Com a doença instalada e a privação de sono e o regresso ao trabalho a ajudar, a falta de energia e motivação foram tomando conta dos dias de Patrícia. Depois veio a ideia de morte. “Não andava cá a fazer nada, não estava a saber ser uma boa mãe” - eram estes os pensamentos que a assolavam, mas não os mais negros. Esses, tem até “vergonha” de os partilhar, mas fá-lo num acto de coragem para que outras, na sua condição, não se sintam sozinhas e procurem ajuda. “Quando ela chorava pensava em apertar-lhe o pescoço para se calar. Pôr-lhe uma almofada em cima da cara para que deixasse de respirar”, detalha confrangida com o próprio discurso e ressalvando que apesar destes pensamentos amava a sua filha.

SNS lança programa de prevenção à depressão pós-parto

Pensar em magoar-se a si ou ao bebé é um dos sintomas/sentimentos enumerados pelo Sistema Nacional de Saúde na sua página oficial acerca da depressão pós-parto, uma doença mental caracterizada por sinais prolongados de tristeza, perda de interesse em actividades diárias, ansiedade e irritabilidade. Pode surgir um pouco antes do parto e/ou durante todo o primeiro ano após o parto, sendo mais frequente o seu início até quatro meses após o parto. Afecta 20% das mulheres em Portugal, a média mais elevada da União Europeia.

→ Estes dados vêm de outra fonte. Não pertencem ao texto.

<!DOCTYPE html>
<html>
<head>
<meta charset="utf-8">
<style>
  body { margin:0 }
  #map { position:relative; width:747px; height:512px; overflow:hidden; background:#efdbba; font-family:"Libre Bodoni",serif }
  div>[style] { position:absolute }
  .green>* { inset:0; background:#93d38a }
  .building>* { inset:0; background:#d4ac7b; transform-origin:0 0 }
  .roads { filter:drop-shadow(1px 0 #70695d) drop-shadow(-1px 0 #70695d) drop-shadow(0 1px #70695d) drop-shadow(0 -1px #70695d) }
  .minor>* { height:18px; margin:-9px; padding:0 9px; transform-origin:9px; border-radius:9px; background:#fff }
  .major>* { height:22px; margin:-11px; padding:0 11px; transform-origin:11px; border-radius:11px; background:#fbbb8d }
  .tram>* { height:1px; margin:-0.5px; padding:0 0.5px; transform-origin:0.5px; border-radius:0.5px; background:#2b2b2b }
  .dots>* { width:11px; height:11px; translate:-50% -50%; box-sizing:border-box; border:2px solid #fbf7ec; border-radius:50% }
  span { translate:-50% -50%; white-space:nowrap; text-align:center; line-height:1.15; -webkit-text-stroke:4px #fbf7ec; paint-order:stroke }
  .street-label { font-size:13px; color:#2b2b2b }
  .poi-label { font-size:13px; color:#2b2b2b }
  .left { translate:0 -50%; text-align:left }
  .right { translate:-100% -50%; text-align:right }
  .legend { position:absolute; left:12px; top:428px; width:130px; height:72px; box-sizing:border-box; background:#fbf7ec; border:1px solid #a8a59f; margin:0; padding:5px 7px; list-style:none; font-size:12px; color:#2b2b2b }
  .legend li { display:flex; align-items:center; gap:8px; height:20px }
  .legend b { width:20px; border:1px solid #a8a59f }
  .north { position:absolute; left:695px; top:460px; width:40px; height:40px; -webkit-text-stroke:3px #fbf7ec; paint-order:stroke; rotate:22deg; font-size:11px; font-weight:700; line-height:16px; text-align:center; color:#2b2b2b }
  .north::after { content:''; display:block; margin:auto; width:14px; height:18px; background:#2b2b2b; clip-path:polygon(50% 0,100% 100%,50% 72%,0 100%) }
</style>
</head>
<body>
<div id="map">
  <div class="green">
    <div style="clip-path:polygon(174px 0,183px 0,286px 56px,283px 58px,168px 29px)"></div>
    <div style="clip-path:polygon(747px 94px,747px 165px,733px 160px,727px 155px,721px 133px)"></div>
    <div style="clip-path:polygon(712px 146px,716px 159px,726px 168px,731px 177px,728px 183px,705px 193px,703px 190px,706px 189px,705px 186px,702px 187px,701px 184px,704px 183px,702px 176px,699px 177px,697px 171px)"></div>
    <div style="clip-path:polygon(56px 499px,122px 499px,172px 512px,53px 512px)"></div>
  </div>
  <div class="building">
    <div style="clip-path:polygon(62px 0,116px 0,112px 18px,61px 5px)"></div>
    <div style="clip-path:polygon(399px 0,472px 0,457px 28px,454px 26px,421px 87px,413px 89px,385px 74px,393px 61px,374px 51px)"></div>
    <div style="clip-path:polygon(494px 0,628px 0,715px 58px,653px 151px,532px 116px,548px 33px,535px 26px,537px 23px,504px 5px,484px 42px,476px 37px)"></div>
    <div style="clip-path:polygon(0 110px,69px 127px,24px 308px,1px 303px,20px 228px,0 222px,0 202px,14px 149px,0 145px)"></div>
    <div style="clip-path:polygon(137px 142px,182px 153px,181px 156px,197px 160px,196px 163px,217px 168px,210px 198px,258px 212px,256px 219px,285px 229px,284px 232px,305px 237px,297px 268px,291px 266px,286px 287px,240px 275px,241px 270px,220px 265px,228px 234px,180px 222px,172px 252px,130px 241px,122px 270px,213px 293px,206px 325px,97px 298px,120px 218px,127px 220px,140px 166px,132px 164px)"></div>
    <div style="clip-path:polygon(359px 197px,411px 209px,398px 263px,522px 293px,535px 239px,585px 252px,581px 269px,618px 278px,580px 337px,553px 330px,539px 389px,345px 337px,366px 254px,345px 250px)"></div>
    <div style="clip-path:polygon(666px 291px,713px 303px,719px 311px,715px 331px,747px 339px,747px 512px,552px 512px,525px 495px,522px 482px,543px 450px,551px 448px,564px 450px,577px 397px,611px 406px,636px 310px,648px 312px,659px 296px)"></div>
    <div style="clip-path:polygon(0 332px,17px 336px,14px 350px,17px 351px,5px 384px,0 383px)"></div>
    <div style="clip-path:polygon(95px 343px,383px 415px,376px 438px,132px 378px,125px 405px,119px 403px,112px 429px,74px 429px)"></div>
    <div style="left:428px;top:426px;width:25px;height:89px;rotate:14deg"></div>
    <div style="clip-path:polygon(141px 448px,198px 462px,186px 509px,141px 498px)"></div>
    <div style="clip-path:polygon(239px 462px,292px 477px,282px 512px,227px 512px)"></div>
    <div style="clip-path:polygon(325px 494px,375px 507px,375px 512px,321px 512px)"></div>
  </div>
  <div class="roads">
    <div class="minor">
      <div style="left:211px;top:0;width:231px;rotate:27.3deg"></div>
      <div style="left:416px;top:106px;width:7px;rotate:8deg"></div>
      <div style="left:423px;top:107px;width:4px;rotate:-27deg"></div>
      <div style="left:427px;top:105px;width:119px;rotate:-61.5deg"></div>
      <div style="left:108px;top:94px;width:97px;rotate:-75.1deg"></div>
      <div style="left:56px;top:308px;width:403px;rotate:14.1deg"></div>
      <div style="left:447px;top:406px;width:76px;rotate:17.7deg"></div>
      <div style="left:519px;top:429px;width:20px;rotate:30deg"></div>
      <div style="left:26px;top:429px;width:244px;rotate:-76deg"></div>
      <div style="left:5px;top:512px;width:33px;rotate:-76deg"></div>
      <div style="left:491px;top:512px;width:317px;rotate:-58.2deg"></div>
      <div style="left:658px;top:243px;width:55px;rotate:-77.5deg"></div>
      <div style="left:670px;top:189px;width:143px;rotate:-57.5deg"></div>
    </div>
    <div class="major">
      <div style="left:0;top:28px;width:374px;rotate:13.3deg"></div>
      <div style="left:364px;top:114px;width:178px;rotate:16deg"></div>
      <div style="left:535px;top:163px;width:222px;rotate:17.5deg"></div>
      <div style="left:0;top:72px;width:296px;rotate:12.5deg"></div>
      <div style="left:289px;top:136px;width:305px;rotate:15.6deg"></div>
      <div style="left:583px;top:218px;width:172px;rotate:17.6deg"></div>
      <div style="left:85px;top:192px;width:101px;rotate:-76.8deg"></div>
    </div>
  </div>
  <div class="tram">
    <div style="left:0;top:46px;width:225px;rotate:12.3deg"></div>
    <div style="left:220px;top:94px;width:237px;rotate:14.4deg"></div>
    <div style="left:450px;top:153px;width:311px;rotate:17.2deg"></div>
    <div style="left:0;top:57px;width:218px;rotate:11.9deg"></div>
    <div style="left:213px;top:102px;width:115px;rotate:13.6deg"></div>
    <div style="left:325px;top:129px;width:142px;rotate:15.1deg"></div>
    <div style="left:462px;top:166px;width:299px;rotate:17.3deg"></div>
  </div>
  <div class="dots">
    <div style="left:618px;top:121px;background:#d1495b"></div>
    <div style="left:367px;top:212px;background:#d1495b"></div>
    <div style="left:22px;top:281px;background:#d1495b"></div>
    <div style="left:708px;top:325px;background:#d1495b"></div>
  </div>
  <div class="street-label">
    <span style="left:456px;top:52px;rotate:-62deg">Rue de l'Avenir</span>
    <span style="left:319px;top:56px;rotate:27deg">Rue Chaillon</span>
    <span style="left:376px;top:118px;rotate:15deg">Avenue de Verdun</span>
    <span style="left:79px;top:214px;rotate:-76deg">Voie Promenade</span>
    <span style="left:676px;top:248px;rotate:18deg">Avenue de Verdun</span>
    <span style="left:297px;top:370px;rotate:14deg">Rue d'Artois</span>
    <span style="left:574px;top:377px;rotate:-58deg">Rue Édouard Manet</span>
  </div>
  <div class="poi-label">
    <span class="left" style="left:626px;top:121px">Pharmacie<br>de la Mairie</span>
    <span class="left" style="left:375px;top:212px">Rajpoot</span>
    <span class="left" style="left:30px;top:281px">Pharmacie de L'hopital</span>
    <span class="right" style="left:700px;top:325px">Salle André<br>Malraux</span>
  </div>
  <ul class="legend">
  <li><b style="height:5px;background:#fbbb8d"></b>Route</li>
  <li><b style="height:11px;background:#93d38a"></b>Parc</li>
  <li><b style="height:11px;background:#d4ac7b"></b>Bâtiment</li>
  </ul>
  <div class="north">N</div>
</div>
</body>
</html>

Este mês de Outubro foi anunciado que o SNS vai incorporar o “Be a Mom”, um inovador programa que visa prevenir e identificar precocemente casos de depressão pós-parto. A plataforma já funcionava online e foi desenvolvida por psicólogos clínicos da Universidade de Coimbra, com o apoio da Fundação Gulbenkian. Numa primeira fase vai chegar a quatro unidades locais de saúde (Vila Nova de Gaia, Guimarães, Beja e Viseu), com os distritos de Santarém e de Lisboa a ficarem de fora.

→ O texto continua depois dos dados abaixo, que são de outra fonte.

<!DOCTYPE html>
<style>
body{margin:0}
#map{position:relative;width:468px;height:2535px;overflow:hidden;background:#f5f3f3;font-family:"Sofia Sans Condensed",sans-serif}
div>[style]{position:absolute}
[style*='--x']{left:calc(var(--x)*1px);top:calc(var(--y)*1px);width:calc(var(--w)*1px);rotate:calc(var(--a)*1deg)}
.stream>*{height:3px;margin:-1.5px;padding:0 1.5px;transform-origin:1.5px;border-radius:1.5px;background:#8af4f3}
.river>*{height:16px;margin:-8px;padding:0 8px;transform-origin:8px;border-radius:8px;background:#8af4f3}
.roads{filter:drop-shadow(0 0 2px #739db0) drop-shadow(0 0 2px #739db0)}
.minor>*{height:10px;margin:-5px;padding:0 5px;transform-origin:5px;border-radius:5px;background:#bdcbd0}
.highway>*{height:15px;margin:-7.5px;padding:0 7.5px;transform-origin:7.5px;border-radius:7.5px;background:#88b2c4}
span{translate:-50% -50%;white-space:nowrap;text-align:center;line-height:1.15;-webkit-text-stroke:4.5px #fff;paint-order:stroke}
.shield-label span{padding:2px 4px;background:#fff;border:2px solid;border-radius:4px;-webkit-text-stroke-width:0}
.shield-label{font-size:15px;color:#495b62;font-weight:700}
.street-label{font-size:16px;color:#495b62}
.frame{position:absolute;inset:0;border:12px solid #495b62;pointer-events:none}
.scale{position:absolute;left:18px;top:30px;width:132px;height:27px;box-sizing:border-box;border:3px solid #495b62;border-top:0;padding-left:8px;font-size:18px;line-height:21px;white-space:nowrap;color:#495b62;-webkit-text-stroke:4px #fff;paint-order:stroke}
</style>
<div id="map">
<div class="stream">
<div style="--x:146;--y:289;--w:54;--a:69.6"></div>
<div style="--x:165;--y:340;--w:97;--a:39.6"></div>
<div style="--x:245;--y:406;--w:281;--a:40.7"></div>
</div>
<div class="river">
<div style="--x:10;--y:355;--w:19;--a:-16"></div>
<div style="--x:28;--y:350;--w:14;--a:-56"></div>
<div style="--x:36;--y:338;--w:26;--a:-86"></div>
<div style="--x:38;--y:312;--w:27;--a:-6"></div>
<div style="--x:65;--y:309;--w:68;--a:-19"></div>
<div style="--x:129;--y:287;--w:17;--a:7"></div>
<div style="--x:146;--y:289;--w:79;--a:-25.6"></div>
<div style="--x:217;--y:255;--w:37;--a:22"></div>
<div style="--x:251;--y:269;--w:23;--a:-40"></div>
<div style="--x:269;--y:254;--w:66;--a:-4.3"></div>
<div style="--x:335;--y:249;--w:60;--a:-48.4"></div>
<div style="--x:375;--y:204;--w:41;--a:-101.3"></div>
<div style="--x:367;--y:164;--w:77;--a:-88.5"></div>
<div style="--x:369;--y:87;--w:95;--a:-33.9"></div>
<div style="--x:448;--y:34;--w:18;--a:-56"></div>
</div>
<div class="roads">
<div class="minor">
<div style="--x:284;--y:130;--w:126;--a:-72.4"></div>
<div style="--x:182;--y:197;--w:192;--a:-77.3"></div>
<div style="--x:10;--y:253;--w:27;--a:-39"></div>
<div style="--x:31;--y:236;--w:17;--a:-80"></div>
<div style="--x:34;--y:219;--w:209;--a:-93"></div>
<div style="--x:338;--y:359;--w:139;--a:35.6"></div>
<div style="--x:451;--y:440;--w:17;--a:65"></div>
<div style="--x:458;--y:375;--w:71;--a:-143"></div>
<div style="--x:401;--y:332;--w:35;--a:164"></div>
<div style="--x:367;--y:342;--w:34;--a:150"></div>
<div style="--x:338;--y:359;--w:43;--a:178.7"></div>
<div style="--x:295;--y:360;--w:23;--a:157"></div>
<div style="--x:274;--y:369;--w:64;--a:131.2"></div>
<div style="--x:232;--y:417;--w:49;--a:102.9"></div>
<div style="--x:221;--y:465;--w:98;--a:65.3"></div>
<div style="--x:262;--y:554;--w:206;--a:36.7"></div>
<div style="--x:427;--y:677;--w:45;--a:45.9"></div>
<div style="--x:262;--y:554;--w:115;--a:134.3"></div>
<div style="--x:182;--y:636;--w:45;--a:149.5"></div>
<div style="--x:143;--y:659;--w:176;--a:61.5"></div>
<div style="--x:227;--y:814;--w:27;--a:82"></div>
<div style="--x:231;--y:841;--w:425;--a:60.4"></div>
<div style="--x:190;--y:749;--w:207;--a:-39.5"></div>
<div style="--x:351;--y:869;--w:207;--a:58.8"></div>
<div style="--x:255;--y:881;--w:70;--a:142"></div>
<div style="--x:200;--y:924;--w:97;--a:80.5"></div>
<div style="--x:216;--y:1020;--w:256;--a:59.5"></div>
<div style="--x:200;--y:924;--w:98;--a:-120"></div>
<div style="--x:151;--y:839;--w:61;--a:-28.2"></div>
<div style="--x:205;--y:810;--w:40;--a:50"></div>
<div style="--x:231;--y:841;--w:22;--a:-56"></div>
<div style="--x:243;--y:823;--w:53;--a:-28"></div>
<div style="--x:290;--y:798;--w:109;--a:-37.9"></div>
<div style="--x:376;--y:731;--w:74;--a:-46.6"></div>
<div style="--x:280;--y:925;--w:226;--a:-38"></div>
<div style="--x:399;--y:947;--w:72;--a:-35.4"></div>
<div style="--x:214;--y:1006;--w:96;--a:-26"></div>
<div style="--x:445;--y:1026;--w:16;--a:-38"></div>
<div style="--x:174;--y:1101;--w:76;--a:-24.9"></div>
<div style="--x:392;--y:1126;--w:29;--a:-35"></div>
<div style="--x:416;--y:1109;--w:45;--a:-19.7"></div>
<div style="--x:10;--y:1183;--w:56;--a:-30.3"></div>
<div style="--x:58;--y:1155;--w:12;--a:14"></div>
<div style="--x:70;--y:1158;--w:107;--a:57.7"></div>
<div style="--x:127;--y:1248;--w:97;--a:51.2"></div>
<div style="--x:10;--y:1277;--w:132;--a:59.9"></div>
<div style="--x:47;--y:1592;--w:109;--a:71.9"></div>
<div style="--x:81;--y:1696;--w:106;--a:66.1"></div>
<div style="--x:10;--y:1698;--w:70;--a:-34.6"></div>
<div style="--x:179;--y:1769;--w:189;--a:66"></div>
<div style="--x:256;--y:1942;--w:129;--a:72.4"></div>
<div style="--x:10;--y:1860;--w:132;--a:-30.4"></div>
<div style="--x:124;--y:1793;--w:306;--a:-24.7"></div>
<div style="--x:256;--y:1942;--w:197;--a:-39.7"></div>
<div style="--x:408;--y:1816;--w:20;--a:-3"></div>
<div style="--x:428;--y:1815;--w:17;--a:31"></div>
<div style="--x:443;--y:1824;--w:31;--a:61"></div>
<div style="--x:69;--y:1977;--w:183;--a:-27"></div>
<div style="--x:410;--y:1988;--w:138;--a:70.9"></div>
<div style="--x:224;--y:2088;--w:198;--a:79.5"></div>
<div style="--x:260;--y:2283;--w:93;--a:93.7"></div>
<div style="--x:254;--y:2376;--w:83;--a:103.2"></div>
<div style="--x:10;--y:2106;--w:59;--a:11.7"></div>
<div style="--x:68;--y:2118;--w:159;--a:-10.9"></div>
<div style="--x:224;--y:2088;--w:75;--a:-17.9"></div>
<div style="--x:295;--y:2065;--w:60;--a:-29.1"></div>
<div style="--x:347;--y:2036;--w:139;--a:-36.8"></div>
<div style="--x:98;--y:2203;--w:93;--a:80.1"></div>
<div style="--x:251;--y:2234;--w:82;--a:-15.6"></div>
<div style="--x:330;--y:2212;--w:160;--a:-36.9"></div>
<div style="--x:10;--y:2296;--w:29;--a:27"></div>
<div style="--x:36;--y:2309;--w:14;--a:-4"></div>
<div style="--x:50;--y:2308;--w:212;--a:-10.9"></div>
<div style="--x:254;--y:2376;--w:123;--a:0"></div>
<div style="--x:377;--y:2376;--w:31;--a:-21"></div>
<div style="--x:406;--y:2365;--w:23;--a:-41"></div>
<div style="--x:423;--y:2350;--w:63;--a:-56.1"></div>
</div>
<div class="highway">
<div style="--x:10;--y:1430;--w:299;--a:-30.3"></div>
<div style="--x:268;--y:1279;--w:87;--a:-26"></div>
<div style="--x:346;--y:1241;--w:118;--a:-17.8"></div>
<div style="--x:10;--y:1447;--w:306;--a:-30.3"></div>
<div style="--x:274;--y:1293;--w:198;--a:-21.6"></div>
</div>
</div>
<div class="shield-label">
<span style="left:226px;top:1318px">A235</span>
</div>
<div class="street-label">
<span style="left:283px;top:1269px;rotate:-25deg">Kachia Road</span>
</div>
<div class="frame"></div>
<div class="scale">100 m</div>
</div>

Patrícia Rosa acabou por procurar ajuda, já tardiamente reconhece, através de sessões de psicologia que frequentou durante quatro anos. Além deste tratamento acredita que o voluntariado que fez na pediatria do Instituto Português de Oncologia (IPO) de Lisboa em muito contribuiu para a cura. “Foi ali que aprendi a ser mãe”. Hoje, diz com orgulho, a sua filha é também a sua melhor amiga e é com ela que partilha os melhores momentos da sua vida. Para trás ficam os tempos negros da maternidade. “Talvez um dia, quando ela for mãe, tenha a coragem de lhe contar pelo que passei nos primeiros meses de vida dela”, remata. (Linhas de apoio e prevenção ao suicídio- Voz Amiga- 222 080 707/ Conversa Amiga- 225 506 070).